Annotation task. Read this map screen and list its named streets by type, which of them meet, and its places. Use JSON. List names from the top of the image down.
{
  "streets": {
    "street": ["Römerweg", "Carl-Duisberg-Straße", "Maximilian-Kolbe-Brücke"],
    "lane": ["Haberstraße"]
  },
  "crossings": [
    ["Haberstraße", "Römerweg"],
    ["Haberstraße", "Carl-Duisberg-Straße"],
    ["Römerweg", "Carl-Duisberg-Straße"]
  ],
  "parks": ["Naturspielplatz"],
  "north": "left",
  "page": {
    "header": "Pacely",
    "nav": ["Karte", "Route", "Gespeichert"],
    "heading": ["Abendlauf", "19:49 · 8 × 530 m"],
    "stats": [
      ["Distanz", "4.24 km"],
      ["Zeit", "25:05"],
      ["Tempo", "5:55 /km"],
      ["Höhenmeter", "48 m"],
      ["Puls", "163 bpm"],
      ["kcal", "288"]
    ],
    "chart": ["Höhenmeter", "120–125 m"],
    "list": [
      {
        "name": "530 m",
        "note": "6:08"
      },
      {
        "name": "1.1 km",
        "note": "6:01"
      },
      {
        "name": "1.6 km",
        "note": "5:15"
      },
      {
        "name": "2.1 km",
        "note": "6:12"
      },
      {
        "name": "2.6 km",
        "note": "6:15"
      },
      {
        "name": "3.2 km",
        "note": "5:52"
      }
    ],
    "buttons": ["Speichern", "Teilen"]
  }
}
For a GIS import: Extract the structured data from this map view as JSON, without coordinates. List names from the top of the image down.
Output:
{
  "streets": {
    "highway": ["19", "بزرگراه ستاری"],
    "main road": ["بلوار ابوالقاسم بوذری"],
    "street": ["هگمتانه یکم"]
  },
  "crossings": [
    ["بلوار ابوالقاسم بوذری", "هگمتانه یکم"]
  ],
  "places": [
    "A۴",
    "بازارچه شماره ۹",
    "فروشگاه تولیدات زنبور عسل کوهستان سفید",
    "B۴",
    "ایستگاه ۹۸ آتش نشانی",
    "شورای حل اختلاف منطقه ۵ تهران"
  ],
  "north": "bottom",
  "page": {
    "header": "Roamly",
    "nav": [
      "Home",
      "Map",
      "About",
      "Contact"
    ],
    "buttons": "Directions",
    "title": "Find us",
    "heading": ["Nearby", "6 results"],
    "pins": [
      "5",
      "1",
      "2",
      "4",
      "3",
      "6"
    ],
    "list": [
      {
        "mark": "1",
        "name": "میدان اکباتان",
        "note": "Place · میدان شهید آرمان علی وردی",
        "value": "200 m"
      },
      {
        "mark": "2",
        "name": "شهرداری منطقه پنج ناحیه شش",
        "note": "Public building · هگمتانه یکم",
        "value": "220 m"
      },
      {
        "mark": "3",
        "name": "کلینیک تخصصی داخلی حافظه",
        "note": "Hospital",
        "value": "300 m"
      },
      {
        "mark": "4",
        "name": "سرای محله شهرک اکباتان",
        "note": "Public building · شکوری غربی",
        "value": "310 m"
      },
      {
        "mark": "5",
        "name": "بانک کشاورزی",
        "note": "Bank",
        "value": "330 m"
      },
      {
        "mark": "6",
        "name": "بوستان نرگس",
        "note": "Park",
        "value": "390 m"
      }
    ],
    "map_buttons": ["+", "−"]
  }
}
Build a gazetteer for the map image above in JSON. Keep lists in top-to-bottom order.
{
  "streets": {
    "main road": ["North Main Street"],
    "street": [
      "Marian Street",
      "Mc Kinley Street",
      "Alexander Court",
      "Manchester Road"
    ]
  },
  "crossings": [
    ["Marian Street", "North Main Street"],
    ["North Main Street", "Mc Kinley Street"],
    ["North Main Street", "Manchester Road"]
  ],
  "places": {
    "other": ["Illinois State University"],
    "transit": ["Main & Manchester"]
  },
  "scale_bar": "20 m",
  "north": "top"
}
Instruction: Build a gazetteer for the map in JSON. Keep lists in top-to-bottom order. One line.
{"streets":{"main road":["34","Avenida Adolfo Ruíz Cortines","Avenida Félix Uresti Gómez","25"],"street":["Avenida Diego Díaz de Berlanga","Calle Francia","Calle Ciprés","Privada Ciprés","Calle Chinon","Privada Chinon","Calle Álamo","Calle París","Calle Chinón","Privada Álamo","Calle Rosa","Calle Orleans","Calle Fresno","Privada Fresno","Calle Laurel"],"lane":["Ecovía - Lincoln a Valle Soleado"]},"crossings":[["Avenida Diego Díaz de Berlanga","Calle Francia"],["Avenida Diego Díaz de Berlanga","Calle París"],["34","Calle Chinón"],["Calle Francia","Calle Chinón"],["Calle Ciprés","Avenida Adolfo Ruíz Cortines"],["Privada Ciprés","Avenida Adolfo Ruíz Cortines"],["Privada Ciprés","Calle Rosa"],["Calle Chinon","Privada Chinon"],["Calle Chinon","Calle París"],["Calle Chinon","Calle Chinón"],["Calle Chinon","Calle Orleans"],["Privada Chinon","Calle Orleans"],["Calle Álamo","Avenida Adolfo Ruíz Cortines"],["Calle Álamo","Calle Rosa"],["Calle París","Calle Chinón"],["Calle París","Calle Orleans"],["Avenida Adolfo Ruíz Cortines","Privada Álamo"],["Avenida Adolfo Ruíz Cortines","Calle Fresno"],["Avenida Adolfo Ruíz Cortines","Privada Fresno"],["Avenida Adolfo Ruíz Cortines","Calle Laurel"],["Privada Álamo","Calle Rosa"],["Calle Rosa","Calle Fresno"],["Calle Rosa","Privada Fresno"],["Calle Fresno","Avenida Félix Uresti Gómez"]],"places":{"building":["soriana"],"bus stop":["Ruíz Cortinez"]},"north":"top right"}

━━━━━━━━━━━━━━━━━━━━━━━━━━━━━━

Work required:
Copy out the whole listing exactly.

Response to the exercise:
Annotation task. Read this map screen and list its named streets by type, which of them meet, and its places. Use JSON. List names from the top of the image down.
{
  "streets": {
    "street": ["Römerweg", "Carl-Duisberg-Straße", "Maximilian-Kolbe-Brücke"],
    "lane": ["Haberstraße"]
  },
  "crossings": [
    ["Haberstraße", "Römerweg"],
    ["Haberstraße", "Carl-Duisberg-Straße"],
    ["Römerweg", "Carl-Duisberg-Straße"]
  ],
  "parks": ["Naturspielplatz"],
  "north": "left",
  "page": {
    "header": "Pacely",
    "nav": ["Karte", "Route", "Gespeichert"],
    "heading": ["Abendlauf", "19:49 · 8 × 530 m"],
    "stats": [
      ["Distanz", "4.24 km"],
      ["Zeit", "25:05"],
      ["Tempo", "5:55 /km"],
      ["Höhenmeter", "48 m"],
      ["Puls", "163 bpm"],
      ["kcal", "288"]
    ],
    "chart": ["Höhenmeter", "120–125 m"],
    "list": [
      {
        "name": "530 m",
        "note": "6:08"
      },
      {
        "name": "1.1 km",
        "note": "6:01"
      },
      {
        "name": "1.6 km",
        "note": "5:15"
      },
      {
        "name": "2.1 km",
        "note": "6:12"
      },
      {
        "name": "2.6 km",
        "note": "6:15"
      },
      {
        "name": "3.2 km",
        "note": "5:52"
      }
    ],
    "buttons": ["Speichern", "Teilen"]
  }
}
For a GIS import: Extract the structured data from this map view as JSON, without coordinates. List names from the top of the image down.
Output:
{
  "streets": {
    "highway": ["19", "بزرگراه ستاری"],
    "main road": ["بلوار ابوالقاسم بوذری"],
    "street": ["هگمتانه یکم"]
  },
  "crossings": [
    ["بلوار ابوالقاسم بوذری", "هگمتانه یکم"]
  ],
  "places": [
    "A۴",
    "بازارچه شماره ۹",
    "فروشگاه تولیدات زنبور عسل کوهستان سفید",
    "B۴",
    "ایستگاه ۹۸ آتش نشانی",
    "شورای حل اختلاف منطقه ۵ تهران"
  ],
  "north": "bottom",
  "page": {
    "header": "Roamly",
    "nav": [
      "Home",
      "Map",
      "About",
      "Contact"
    ],
    "buttons": "Directions",
    "title": "Find us",
    "heading": ["Nearby", "6 results"],
    "pins": [
      "5",
      "1",
      "2",
      "4",
      "3",
      "6"
    ],
    "list": [
      {
        "mark": "1",
        "name": "میدان اکباتان",
        "note": "Place · میدان شهید آرمان علی وردی",
        "value": "200 m"
      },
      {
        "mark": "2",
        "name": "شهرداری منطقه پنج ناحیه شش",
        "note": "Public building · هگمتانه یکم",
        "value": "220 m"
      },
      {
        "mark": "3",
        "name": "کلینیک تخصصی داخلی حافظه",
        "note": "Hospital",
        "value": "300 m"
      },
      {
        "mark": "4",
        "name": "سرای محله شهرک اکباتان",
        "note": "Public building · شکوری غربی",
        "value": "310 m"
      },
      {
        "mark": "5",
        "name": "بانک کشاورزی",
        "note": "Bank",
        "value": "330 m"
      },
      {
        "mark": "6",
        "name": "بوستان نرگس",
        "note": "Park",
        "value": "390 m"
      }
    ],
    "map_buttons": ["+", "−"]
  }
}
Build a gazetteer for the map image above in JSON. Keep lists in top-to-bottom order.
{
  "streets": {
    "main road": ["North Main Street"],
    "street": [
      "Marian Street",
      "Mc Kinley Street",
      "Alexander Court",
      "Manchester Road"
    ]
  },
  "crossings": [
    ["Marian Street", "North Main Street"],
    ["North Main Street", "Mc Kinley Street"],
    ["North Main Street", "Manchester Road"]
  ],
  "places": {
    "other": ["Illinois State University"],
    "transit": ["Main & Manchester"]
  },
  "scale_bar": "20 m",
  "north": "top"
}
Instruction: Build a gazetteer for the map in JSON. Keep lists in top-to-bottom order. One line.
{"streets":{"main road":["34","Avenida Adolfo Ruíz Cortines","Avenida Félix Uresti Gómez","25"],"street":["Avenida Diego Díaz de Berlanga","Calle Francia","Calle Ciprés","Privada Ciprés","Calle Chinon","Privada Chinon","Calle Álamo","Calle París","Calle Chinón","Privada Álamo","Calle Rosa","Calle Orleans","Calle Fresno","Privada Fresno","Calle Laurel"],"lane":["Ecovía - Lincoln a Valle Soleado"]},"crossings":[["Avenida Diego Díaz de Berlanga","Calle Francia"],["Avenida Diego Díaz de Berlanga","Calle París"],["34","Calle Chinón"],["Calle Francia","Calle Chinón"],["Calle Ciprés","Avenida Adolfo Ruíz Cortines"],["Privada Ciprés","Avenida Adolfo Ruíz Cortines"],["Privada Ciprés","Calle Rosa"],["Calle Chinon","Privada Chinon"],["Calle Chinon","Calle París"],["Calle Chinon","Calle Chinón"],["Calle Chinon","Calle Orleans"],["Privada Chinon","Calle Orleans"],["Calle Álamo","Avenida Adolfo Ruíz Cortines"],["Calle Álamo","Calle Rosa"],["Calle París","Calle Chinón"],["Calle París","Calle Orleans"],["Avenida Adolfo Ruíz Cortines","Privada Álamo"],["Avenida Adolfo Ruíz Cortines","Calle Fresno"],["Avenida Adolfo Ruíz Cortines","Privada Fresno"],["Avenida Adolfo Ruíz Cortines","Calle Laurel"],["Privada Álamo","Calle Rosa"],["Calle Rosa","Calle Fresno"],["Calle Rosa","Privada Fresno"],["Calle Fresno","Avenida Félix Uresti Gómez"]],"places":{"building":["soriana"],"bus stop":["Ruíz Cortinez"]},"north":"top right"}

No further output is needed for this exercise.